E sendo o melhor aluno da sala, fui me destacando pela capacidade de memorização. E até no trabalho eu impressionava, por saber o nome e a localização das 27 ruas e 4 avenidas do centro da cidade.
Fazia as entregas a pé, em passo rápido, em ritmo de marcha olímpica. Assim veio o primeiro apelido, acho que dado por meu pai mesmo: Olivia Motoca, por comparação à minha avó paterna, que também andava bastante e com passo rápido.
Depois vieram vários outros apelidos, dados principalmente por um dos funcionários de meu tio. Era um sujeito de estatura baixa, que vou aqui chamar de Pedrinho, Pedrinho Anão, como todos o chamavam, porque ali praticamente todo mundo tinha apelido. Tonhão, Masturba, Anão, Velhinho. Esses eram alguns dos apelidos dos quais consigo me lembrar agora. E o Anão me deu vários apelidos: Costelinha, Piaba (porque uma vez esqueci de dar descarga, e ele achou o cocô muito grande pro meu tamanho, logo seria grande como uma piaba), Lombriguento, Desnutrido, etc.

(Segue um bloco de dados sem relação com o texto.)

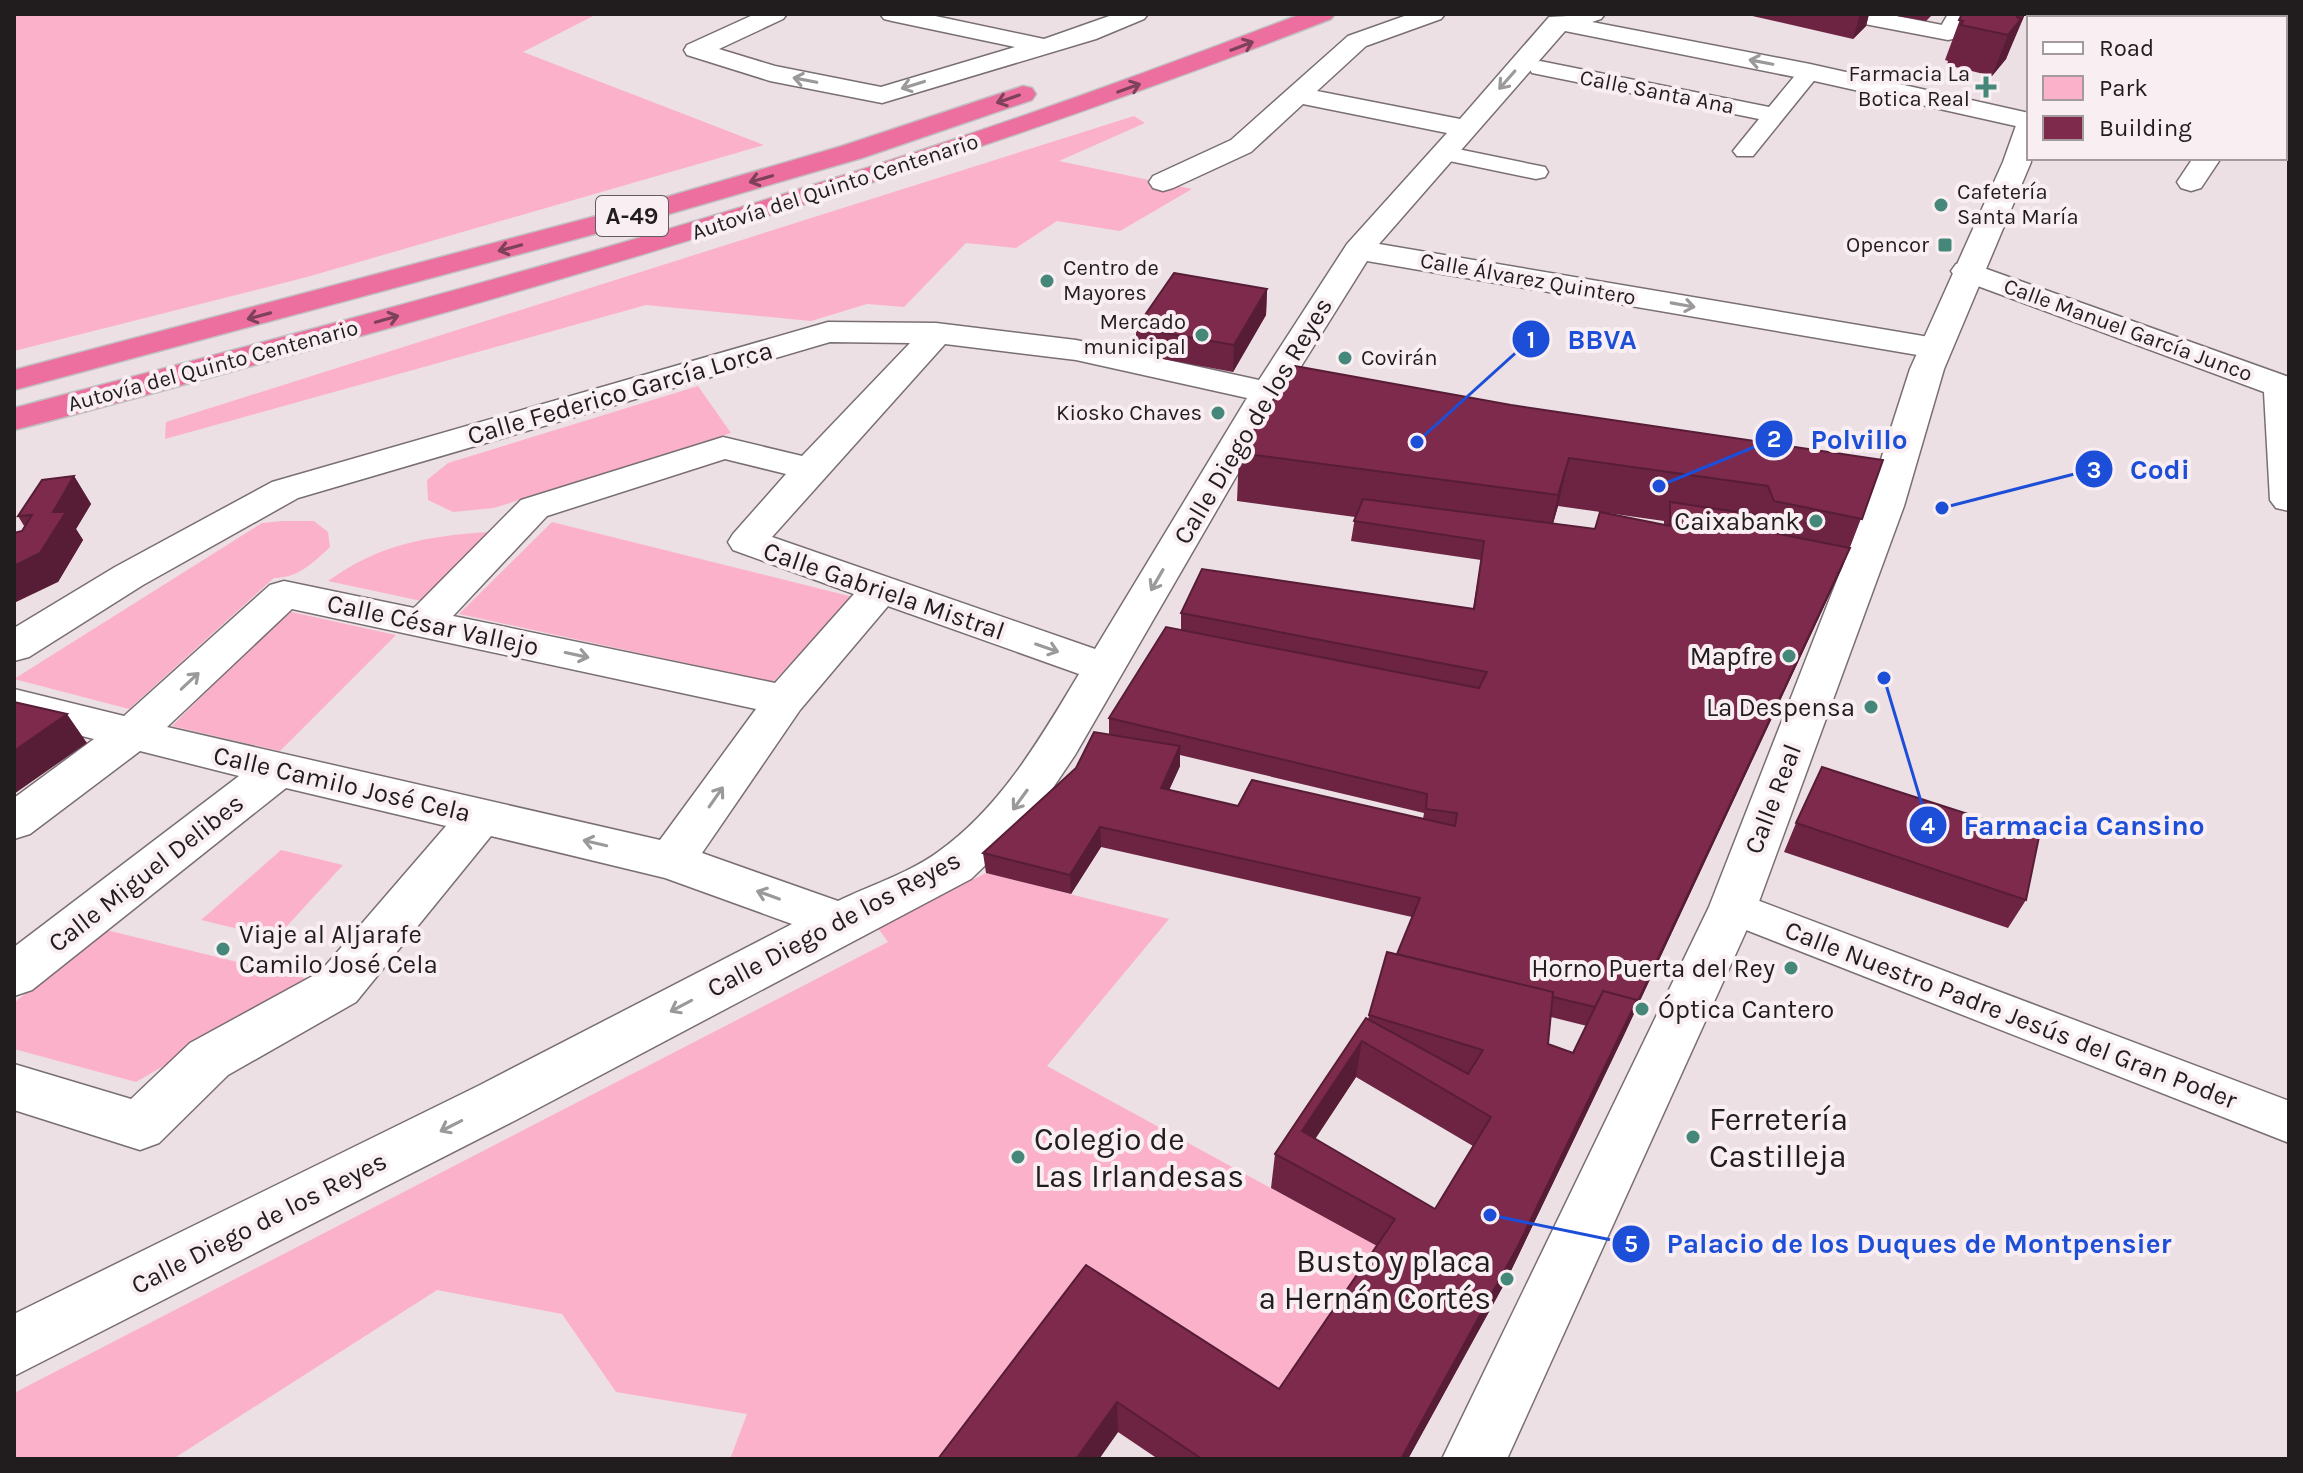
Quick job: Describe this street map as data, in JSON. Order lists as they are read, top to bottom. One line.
{"streets":{"highway":["Autovía del Quinto Centenario","A-49"],"street":["Calle Santa Ana","Calle Álvarez Quintero","Calle Manuel García Junco","Calle Federico García Lorca","Calle Diego de los Reyes","Calle Gabriela Mistral","Calle César Vallejo","Calle Camilo José Cela","Calle Real","Calle Miguel Delibes","Calle Nuestro Padre Jesús del Gran Poder"]},"crossings":[["Calle Álvarez Quintero","Calle Diego de los Reyes"],["Calle Álvarez Quintero","Calle Real"],["Calle Manuel García Junco","Calle Real"],["Calle Federico García Lorca","Calle Diego de los Reyes"],["Calle Federico García Lorca","Calle Gabriela Mistral"],["Calle Diego de los Reyes","Calle Gabriela Mistral"],["Calle Diego de los Reyes","Calle Camilo José Cela"],["Calle César Vallejo","Calle Camilo José Cela"],["Calle Camilo José Cela","Calle Miguel Delibes"],["Calle Real","Calle Nuestro Padre Jesús del Gran Poder"]],"one_way":["Calle Diego de los Reyes","Calle Gabriela Mistral","Calle César Vallejo","Calle Camilo José Cela"],"places":{"health":["Farmacia La Botica Real"],"other":["Cafetería Santa María","Centro de Mayores","Mercado municipal","Covirán","Kiosko Chaves","BBVA","Polvillo","Codi","Caixabank","Mapfre","Farmacia Cansino","La Despensa","Viaje al Aljarafe Camilo José Cela","Horno Puerta del Rey","Óptica Cantero","Ferretería Castilleja","Colegio de Las Irlandesas","Palacio de los Duques de Montpensier","Busto y placa a Hernán Cortés"],"transit":["Opencor"]},"legend":["Road","Park","Building"]}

“Que muleque magro, feio! Você tem lombriga?”. “Cadê o Desnutrido? Preciso que ele leve esse serviço aqui no Dr. Camburucci!”. Era assim que o Anão me tratava, e eu levava tudo no bom humor. Nunca nem me chateei com as brincadeiras dele.
Mas eu tinha medo do batismo que faziam lá, e uma vez fizeram com Edu, meu irmão, quando ele tinha somente 11 anos de idade. Levavam o funcionário para os fundos do laboratório (era um laboratório de prótese dentária, dos grandes), fechavam a porta, arriavam-lhes as calças, e jogavam água congelante eu seu saco e pinto.

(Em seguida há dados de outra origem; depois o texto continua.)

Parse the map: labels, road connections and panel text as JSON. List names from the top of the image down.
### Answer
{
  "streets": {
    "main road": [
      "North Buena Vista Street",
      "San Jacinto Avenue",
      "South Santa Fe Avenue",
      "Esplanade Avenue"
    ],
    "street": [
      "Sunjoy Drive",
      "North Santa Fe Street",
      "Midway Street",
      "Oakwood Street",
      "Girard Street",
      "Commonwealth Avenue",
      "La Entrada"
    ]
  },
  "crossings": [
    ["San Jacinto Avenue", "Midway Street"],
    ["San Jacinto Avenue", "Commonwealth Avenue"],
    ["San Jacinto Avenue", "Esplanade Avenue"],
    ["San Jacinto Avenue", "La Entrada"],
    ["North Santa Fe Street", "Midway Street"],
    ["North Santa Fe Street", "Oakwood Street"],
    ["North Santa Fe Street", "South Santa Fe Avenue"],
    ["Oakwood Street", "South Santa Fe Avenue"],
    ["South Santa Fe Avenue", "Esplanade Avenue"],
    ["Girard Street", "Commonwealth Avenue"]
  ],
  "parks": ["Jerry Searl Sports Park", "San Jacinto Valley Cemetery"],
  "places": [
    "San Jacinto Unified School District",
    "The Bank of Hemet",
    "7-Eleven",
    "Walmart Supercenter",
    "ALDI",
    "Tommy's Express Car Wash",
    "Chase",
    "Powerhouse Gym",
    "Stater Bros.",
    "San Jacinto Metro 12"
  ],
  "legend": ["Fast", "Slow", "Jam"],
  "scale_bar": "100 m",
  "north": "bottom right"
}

Nunca fizeram isso comigo. Acho que meu pai tinha deixado claro que comigo não podia, porque eu ainda era muito pequeno.
E é do Anão que pretendo falar hoje, talvez do início de sua jornada naquele local de trabalho, e de sua relação com meu pai. Quando eu trabalhava lá, ele já tinha 21 anos de idade. Mas parece ter chegado ali com uns 13. Como sempre foi muito baixinho, era geralmente muito mais esperto do que as crianças e adolescentes de sua estatura. Então era um menino de 13 que talvez tirasse onda com a molecada de 11 ou 10.
Sempre ouvi, de Edu, a história de que o Anão uma vez foi pago por meu pai para dar uma bofetada na cara de um menino que morava bem de frente ao laboratório.
- Pedrinho, quanto você quer pra ir lá do outro lado da rua, e dar um tapão, de mão aberta, bem dado, na cara daquele muleque babaca?
- Uai, Tenor, não sei...
- Você não tem coragem de ir lá dar um tapão nele?
- É, ele é chato pra caraio mesmo...
Pedrinho por fim aceitou o desafio. Outros funcionários se excitaram, e foram para a janela, para ver se teria mesmo coragem.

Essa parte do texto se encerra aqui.